Comparing results 6 months before and after biologic initiation, patients with prebiologic FEV1 of less than 80% experienced a 66% reduction in exacerbations, and patients with FEV1 totals of 80% or greater experienced a 53% reduction in exacerbations.

Similarly, patients who were never smokers experienced a 63% reduction, former smokers experienced a 50% reduction, patients with COPD experienced a 58% reduction, and those with no COPD experienced a 52% reduction in exacerbations.

When the analysis looked at patients with data for 12 months before and after biologic initiation, results were similar with exacerbation rates falling by 70% from 1.72 to 0.5 per patient-year.

Also, among these patients, those who switched biologics experienced a 49% reduction in exacerbations from 1.47 to 0.75 per person-year. Those who switched from anti-IgE therapy to therapy targeting IL-5, IL-5 alpha receptors and IL-4 alpha receptors saw greater reductions than those who switched among the therapies targeting IL-5, IL-5 alpha receptors and IL-4 alpha receptors, the researchers found.

Noting the consistent associations between switching biologic treatment and reductions in exacerbations, the researchers said that adapting biologic selection based on patient responses offers benefits and highlights the need for personalized approaches to therapy.
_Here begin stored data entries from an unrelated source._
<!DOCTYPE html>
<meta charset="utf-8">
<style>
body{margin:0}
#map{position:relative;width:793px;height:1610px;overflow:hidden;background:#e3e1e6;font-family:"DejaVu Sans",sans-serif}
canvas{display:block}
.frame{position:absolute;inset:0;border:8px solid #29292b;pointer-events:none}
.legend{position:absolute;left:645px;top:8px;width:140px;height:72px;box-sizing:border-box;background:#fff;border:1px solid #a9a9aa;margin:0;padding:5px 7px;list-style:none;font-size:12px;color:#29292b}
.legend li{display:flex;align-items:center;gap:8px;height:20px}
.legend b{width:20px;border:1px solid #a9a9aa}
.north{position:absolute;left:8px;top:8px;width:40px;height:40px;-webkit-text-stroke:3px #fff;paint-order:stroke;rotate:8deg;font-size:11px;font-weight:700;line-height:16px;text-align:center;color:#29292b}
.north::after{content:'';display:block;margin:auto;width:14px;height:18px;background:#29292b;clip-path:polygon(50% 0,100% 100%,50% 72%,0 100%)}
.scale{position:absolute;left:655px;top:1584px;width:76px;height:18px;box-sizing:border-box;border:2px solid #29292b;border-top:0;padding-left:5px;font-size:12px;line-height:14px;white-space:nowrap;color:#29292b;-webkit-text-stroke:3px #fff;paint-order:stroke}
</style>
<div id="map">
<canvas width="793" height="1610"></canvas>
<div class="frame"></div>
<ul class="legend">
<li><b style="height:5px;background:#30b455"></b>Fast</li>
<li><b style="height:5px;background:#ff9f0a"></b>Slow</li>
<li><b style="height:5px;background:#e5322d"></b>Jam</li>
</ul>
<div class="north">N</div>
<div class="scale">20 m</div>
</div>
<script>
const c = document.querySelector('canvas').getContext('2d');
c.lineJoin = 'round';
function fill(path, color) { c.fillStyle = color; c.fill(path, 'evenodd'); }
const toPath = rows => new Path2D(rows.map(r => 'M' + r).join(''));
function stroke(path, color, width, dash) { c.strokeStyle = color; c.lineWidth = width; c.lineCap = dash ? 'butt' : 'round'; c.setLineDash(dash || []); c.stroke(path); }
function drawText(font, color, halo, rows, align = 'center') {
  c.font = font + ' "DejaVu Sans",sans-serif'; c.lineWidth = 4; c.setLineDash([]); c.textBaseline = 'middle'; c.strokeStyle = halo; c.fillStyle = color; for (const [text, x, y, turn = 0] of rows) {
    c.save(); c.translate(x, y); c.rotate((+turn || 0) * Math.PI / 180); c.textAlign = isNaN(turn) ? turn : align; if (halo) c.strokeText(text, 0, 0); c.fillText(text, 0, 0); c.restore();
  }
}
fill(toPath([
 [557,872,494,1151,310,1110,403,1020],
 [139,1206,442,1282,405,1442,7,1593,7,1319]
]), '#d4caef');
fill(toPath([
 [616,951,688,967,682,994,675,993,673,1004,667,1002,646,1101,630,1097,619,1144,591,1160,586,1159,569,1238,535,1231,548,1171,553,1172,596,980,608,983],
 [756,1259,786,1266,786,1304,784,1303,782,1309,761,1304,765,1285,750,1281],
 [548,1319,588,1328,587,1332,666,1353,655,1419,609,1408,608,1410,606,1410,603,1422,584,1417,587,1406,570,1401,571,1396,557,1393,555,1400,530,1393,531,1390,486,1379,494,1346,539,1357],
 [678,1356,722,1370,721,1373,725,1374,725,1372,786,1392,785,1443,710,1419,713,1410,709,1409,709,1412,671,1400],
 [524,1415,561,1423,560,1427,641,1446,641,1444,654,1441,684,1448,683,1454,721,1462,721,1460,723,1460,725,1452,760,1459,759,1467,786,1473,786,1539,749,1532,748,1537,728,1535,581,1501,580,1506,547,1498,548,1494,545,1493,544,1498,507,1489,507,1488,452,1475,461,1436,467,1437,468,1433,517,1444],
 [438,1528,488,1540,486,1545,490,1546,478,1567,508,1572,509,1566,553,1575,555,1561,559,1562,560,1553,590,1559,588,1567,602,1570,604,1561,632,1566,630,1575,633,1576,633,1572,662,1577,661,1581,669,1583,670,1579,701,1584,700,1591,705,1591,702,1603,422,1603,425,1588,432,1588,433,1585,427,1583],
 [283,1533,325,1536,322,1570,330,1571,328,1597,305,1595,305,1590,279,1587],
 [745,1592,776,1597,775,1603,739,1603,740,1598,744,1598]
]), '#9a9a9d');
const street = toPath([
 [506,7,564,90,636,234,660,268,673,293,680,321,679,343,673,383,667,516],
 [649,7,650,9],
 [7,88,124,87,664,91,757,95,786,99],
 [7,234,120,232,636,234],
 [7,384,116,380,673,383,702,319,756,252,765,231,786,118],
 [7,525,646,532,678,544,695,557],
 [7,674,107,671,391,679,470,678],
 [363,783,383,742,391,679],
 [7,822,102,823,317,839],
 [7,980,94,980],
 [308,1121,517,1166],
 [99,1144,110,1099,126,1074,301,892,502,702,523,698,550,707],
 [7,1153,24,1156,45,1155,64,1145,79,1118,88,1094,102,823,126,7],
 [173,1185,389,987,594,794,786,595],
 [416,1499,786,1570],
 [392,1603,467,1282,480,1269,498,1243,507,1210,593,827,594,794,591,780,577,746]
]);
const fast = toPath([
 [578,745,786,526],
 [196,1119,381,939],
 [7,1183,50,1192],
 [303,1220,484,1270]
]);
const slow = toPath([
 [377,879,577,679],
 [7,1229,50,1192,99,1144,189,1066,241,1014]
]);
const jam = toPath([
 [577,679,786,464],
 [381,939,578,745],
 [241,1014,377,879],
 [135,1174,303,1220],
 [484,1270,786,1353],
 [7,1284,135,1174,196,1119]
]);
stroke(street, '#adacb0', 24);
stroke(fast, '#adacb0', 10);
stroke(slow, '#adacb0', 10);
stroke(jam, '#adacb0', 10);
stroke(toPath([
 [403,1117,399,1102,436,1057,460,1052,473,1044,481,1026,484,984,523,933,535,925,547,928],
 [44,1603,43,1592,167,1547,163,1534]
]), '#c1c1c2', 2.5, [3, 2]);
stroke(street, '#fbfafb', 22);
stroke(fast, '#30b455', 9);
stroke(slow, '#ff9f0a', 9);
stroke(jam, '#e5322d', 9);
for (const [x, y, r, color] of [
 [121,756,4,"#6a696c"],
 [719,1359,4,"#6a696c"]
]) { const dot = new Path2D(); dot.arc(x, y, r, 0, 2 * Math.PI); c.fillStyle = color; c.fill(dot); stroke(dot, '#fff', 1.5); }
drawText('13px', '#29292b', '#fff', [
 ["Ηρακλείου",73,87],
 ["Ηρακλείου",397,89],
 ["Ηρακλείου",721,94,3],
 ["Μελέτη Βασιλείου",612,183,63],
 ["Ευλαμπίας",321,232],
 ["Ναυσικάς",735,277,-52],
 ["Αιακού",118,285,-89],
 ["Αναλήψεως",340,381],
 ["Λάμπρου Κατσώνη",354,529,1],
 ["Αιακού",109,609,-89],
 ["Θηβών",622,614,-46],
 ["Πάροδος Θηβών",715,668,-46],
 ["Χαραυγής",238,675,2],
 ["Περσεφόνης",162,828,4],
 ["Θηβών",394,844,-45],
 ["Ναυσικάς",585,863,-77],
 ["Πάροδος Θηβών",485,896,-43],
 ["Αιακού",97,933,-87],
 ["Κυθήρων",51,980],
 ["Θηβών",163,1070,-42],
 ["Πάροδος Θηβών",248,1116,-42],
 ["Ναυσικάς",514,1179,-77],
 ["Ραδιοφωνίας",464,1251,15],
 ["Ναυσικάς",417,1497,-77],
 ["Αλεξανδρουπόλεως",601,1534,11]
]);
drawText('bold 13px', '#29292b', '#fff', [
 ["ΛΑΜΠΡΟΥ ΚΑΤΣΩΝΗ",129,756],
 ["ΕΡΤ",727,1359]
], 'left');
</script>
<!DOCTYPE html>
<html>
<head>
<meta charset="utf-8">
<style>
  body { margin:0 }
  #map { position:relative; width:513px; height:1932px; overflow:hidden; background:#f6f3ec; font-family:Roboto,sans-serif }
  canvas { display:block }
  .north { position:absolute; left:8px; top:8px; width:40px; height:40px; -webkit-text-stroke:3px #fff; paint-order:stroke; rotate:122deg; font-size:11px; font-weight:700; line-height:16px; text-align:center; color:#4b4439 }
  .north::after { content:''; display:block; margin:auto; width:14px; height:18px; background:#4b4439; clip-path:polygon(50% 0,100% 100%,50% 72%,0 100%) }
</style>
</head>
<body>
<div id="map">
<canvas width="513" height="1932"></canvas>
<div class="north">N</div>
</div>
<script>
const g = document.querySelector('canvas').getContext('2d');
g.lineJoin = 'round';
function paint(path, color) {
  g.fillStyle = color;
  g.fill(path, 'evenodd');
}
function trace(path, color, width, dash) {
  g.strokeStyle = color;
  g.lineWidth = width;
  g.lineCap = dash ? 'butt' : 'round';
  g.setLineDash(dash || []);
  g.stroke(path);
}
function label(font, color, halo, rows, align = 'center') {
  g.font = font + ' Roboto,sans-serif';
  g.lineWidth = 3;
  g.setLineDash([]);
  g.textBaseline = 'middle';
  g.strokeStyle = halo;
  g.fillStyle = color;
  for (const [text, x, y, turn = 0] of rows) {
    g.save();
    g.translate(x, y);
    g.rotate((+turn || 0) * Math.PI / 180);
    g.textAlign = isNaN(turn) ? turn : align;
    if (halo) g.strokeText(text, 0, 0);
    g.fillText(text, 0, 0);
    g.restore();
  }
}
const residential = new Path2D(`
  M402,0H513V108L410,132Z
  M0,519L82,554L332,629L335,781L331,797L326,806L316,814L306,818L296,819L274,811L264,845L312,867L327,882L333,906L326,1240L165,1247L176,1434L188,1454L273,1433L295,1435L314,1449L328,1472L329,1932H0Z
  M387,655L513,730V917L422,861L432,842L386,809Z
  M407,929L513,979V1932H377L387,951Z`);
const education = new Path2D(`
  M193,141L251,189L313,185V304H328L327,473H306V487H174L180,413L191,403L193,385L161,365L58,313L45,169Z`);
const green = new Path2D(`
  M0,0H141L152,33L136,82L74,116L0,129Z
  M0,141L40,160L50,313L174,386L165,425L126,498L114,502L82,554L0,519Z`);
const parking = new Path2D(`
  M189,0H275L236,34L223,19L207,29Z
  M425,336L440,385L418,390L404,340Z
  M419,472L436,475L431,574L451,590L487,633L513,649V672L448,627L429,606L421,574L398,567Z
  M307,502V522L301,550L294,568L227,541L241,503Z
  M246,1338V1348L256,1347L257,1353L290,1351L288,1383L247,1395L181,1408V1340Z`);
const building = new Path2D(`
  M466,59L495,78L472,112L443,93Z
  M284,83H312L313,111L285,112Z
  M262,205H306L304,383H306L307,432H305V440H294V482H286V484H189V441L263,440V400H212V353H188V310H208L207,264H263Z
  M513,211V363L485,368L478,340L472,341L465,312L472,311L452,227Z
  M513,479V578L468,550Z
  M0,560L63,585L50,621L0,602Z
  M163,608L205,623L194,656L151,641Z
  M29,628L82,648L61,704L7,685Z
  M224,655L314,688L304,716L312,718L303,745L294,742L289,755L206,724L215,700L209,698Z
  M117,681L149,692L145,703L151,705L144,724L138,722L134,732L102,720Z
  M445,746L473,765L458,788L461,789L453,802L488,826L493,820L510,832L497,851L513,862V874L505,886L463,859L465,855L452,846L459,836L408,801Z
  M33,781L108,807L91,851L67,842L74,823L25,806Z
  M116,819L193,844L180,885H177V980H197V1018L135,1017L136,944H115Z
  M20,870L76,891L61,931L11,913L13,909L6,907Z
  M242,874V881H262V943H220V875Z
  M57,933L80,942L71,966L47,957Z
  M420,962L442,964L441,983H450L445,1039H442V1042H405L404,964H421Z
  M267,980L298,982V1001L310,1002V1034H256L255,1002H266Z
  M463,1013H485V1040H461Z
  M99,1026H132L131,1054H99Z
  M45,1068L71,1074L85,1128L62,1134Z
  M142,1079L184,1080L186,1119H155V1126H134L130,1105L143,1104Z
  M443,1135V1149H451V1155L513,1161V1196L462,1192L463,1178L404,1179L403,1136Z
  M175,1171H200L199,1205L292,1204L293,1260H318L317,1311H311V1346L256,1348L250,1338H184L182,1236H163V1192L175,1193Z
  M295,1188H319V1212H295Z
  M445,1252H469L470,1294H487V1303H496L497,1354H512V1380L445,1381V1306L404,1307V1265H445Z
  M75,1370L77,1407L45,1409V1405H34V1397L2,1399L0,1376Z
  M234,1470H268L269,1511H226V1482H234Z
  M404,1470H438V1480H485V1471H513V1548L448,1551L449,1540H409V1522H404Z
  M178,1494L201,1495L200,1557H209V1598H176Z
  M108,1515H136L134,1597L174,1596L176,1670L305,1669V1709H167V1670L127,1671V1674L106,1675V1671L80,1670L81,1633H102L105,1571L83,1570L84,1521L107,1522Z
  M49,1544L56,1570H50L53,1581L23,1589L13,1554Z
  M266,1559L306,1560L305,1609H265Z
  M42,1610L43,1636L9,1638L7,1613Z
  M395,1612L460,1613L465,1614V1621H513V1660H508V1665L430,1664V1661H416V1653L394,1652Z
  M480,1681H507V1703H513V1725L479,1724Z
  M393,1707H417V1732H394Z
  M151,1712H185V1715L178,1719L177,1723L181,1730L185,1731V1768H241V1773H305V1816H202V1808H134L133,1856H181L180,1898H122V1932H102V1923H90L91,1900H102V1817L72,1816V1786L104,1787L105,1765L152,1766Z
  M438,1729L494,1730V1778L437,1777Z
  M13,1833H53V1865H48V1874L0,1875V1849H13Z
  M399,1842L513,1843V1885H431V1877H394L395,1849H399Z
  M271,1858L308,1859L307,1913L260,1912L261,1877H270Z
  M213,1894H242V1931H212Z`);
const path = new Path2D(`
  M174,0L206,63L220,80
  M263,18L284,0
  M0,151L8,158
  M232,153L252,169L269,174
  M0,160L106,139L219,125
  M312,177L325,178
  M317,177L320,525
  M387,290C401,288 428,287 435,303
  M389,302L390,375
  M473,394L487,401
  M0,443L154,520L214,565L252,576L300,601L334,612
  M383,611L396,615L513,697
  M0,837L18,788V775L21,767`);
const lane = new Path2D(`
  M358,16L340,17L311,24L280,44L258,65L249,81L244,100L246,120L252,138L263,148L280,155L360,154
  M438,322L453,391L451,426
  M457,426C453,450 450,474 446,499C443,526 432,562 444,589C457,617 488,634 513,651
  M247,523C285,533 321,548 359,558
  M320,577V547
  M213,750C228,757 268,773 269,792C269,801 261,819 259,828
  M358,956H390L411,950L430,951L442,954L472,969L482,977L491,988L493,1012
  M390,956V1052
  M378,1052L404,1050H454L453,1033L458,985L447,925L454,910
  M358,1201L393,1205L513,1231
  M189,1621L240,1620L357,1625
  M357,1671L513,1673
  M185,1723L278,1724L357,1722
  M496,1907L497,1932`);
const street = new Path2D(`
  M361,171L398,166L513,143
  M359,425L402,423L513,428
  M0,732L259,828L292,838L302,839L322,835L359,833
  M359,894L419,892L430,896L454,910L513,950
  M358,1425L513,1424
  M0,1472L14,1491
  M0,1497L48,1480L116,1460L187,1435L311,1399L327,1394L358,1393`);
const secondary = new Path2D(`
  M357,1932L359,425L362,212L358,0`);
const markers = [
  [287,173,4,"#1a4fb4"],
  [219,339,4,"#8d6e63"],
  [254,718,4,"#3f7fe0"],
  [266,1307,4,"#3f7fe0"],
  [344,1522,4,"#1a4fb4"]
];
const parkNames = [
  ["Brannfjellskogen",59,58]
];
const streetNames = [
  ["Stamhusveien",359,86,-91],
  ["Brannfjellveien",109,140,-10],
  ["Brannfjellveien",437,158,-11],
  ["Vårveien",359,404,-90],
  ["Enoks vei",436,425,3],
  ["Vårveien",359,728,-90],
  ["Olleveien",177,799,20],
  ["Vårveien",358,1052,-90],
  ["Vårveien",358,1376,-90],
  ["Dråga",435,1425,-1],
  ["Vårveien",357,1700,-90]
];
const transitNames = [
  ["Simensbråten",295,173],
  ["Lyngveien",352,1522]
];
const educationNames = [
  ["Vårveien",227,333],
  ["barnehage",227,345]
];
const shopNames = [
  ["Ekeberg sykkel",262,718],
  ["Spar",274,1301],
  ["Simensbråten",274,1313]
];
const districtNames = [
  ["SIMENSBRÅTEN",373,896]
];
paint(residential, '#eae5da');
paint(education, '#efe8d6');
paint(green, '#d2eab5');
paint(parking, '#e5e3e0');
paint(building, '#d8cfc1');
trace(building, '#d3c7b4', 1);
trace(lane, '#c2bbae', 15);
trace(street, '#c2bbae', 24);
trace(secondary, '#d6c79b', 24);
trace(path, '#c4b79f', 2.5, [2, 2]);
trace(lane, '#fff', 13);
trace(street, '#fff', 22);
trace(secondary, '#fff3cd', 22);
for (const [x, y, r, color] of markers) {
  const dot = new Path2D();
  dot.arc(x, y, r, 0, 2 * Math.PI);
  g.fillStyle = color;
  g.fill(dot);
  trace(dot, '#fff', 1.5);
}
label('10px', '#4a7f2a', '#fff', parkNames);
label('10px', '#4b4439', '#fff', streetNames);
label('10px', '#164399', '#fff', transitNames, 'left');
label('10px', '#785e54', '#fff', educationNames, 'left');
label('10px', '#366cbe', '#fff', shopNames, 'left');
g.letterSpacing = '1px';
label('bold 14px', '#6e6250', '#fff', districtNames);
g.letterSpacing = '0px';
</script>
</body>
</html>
“For asthma specialists, our findings support current use of biologics and support further consideration of biologic use among patients with severe uncontrolled asthma who are not receiving them,” Ambrose said.

“For primary care physicians, these findings highlight the benefits of referring patients with severe asthma to specialists for assessment and/or co-management, which is recommended by national guidelines,” he continued.

Despite these recommendations, Ambrose added, recent research has suggested that fewer than 40% of patients with SA receive specialist care.

“CHRONICLE is an ongoing study, and many further analyses are planned as additional data is acquired and the treatment of severe asthma continues to evolve with the approval of new biologics and other novel treatment approaches,” Ambrose said.